I am trying to better understand the sequence of events that occur for low cell voltage cutoff with regard to the ATD relay and the main contactor.

On the one hand, the manual says:

If the cell voltage gets too low and has reached the low cell voltage threshold, the ATD contact opens and turns off all loads. If the Lynx Smart BMS is connected to a GX device, DVCC compatible inverters connected to the same GX device are also turned off. After 5 minutes without sufficient charge voltage on the system side of the BMS, it will shut down.

However, on another corner of the Internet, I found this:

The contactor in the BMS is triggered to open (cut off power) when the battery cell voltage (there are many cells in each battery that generate the nominal 12 volts) reaches 2.6 volts (a deeply discharged battery bank). Meanwhile the ATD relay would open at the slightly higher battery cell voltage of 2.8 volts. Thus, by wiring up your ATD to something like a Smart BatteryProtect, you can stagger the system shutdown so that you can turn off many of your “non-essential” loads (those connected via a Smart BatteryProtect) prior to the entire system being disabled.
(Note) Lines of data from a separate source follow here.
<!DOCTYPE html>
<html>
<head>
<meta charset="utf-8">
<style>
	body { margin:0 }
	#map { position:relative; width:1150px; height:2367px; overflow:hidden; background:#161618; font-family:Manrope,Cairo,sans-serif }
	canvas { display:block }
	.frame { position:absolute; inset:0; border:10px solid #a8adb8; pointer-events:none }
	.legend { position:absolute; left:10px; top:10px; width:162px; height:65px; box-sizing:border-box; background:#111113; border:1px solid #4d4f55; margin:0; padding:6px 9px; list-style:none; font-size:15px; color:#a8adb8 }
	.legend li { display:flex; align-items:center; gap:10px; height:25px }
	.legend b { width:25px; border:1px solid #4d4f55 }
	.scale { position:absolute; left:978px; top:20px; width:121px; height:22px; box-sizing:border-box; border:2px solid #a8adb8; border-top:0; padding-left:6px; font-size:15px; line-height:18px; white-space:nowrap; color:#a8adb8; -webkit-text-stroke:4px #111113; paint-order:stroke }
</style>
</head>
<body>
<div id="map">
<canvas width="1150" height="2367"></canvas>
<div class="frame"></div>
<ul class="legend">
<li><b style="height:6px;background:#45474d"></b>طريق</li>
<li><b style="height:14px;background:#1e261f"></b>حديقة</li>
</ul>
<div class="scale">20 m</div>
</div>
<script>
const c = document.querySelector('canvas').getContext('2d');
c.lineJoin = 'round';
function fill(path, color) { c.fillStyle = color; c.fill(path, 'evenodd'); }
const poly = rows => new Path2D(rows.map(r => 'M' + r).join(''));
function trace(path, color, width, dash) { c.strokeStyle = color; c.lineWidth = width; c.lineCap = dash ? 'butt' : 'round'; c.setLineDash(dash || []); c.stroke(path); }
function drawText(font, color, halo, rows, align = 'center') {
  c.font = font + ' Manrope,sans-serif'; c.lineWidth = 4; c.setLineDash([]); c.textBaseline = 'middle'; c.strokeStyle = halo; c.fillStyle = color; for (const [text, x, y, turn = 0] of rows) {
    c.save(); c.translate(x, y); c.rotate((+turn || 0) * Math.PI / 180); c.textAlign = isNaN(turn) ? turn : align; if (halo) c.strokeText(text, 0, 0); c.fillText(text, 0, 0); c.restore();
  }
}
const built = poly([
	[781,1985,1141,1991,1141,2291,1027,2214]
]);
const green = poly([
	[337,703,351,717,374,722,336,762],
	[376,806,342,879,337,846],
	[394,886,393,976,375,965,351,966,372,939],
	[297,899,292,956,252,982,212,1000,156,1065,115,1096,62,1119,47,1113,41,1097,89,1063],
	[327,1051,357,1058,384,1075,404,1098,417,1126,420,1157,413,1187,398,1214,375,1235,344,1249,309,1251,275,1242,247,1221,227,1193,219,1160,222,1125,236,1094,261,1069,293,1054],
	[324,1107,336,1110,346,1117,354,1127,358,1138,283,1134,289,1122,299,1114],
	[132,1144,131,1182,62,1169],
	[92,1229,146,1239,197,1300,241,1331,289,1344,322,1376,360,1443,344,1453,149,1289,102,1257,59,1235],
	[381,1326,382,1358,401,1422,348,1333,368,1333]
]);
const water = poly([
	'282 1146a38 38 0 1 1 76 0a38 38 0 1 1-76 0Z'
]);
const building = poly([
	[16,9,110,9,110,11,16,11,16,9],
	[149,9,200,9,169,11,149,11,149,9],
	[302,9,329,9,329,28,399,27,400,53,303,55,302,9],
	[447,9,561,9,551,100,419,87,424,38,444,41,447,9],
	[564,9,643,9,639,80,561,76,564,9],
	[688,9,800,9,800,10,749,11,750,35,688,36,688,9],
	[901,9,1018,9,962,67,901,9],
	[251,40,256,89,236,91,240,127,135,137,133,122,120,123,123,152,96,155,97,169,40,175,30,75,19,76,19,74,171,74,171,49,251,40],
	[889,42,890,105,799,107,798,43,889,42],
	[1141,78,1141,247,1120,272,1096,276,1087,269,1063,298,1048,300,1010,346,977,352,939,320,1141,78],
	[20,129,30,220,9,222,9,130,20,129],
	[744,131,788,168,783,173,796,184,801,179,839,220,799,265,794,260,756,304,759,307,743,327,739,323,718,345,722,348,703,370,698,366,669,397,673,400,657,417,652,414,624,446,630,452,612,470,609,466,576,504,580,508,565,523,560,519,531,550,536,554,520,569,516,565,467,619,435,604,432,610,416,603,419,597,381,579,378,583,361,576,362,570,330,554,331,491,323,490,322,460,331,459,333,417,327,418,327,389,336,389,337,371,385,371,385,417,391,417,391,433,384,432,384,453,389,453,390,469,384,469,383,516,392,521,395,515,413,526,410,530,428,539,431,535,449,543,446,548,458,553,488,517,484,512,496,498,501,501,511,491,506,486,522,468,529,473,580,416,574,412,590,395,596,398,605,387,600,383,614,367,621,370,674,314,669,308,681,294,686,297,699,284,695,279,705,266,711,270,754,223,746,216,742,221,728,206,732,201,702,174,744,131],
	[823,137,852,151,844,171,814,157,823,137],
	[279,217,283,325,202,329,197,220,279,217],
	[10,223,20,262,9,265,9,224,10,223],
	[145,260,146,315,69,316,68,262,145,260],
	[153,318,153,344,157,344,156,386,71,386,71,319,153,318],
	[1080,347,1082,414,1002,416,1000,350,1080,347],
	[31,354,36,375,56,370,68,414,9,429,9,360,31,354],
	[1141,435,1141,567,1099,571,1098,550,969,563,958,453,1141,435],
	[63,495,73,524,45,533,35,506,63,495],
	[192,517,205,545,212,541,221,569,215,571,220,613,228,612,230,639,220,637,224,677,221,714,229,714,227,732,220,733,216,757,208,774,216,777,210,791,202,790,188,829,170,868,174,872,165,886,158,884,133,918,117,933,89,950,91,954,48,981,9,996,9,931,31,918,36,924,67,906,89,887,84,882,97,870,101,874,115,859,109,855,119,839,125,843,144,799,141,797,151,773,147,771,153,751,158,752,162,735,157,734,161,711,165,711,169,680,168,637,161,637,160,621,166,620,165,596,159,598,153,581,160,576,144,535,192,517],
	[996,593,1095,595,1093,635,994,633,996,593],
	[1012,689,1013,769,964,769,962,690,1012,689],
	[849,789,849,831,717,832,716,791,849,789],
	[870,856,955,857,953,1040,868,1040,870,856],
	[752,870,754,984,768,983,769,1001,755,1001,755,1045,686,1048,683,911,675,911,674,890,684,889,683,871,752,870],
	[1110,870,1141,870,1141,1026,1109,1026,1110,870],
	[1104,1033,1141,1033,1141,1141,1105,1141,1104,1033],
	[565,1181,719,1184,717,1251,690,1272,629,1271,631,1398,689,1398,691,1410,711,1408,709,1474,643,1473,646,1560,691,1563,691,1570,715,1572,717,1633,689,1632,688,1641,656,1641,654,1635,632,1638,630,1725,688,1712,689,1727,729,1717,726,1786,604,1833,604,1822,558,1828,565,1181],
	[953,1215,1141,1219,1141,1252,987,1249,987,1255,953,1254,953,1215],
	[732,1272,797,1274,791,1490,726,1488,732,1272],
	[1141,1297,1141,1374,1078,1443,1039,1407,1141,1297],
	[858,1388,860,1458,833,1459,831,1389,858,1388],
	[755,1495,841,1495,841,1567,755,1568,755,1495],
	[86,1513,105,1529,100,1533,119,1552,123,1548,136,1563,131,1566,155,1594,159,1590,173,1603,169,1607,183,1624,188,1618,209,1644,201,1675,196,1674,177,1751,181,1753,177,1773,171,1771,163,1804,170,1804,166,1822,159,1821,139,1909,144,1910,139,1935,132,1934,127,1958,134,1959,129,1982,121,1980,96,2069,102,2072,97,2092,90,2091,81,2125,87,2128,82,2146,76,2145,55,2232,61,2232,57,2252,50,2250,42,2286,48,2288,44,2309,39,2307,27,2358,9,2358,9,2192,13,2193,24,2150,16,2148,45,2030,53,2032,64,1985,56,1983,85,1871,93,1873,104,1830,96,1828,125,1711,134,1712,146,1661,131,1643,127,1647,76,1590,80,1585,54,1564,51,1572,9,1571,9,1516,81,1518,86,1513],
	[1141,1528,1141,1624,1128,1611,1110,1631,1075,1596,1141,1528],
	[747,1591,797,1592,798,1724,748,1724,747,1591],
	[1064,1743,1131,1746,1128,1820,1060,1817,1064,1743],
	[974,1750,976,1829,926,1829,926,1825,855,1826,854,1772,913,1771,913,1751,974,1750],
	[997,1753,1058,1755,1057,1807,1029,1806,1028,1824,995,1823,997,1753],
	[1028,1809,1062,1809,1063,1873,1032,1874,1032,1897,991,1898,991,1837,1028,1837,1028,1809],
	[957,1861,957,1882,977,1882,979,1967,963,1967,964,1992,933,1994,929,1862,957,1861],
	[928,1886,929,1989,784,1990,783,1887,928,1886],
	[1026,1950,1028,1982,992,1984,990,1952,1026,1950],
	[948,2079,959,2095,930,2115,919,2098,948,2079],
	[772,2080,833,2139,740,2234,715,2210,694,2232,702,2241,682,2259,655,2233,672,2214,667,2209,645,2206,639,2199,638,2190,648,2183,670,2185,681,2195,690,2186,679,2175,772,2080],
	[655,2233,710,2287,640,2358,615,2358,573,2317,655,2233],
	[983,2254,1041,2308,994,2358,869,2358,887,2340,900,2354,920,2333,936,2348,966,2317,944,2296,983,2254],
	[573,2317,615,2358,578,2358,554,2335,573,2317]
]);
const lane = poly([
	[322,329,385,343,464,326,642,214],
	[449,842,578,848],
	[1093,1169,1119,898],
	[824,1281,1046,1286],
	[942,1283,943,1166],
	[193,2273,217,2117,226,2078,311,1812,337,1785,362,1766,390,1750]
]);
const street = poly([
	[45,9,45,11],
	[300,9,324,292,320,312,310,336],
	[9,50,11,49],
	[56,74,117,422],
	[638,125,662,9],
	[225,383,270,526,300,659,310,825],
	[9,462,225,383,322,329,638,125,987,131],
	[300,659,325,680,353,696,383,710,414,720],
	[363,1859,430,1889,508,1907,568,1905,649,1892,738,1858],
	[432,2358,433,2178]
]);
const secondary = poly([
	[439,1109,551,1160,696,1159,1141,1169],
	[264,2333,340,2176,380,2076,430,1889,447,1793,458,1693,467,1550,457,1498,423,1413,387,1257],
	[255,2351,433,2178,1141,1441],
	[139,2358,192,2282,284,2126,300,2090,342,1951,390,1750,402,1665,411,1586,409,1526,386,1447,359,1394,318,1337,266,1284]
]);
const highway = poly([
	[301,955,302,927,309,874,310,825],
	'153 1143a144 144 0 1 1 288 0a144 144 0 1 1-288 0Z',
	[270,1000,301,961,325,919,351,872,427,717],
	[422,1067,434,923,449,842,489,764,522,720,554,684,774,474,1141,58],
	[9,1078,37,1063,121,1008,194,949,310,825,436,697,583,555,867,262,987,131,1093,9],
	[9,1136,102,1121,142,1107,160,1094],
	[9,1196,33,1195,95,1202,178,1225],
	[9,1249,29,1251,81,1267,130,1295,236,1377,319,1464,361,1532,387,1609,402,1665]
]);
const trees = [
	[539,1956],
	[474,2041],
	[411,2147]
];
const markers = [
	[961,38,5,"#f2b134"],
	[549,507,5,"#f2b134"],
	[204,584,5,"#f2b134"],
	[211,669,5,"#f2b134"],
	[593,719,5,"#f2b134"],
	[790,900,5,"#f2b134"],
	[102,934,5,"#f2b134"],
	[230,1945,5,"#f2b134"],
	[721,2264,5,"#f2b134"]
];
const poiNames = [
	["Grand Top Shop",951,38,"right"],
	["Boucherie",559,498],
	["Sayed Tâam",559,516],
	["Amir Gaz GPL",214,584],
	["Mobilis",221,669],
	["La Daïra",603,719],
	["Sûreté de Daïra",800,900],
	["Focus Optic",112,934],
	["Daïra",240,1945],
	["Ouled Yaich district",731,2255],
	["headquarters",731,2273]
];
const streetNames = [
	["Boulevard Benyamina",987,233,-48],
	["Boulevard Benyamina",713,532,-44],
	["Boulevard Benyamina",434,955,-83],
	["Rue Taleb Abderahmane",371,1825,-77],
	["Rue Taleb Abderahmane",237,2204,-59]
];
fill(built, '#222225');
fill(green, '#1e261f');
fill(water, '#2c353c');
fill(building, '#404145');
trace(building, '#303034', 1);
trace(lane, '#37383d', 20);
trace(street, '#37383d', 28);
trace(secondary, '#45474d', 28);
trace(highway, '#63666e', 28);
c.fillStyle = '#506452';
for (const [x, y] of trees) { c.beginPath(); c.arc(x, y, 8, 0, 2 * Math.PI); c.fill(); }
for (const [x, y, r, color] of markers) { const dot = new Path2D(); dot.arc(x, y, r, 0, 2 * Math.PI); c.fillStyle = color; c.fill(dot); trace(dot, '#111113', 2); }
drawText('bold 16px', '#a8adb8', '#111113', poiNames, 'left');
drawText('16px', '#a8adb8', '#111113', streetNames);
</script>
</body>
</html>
For me the latter quote would make the most sense from a design perspective.

How exactly does it behave? Does everything shutdown (contactor opens) regardless after 5 minutes without a charge voltage as the former quote from the manual suggests?

I would trust the official manual more than some random internet article.

It’s always possible that the behavior changes with a firmware update and old articles are outdated.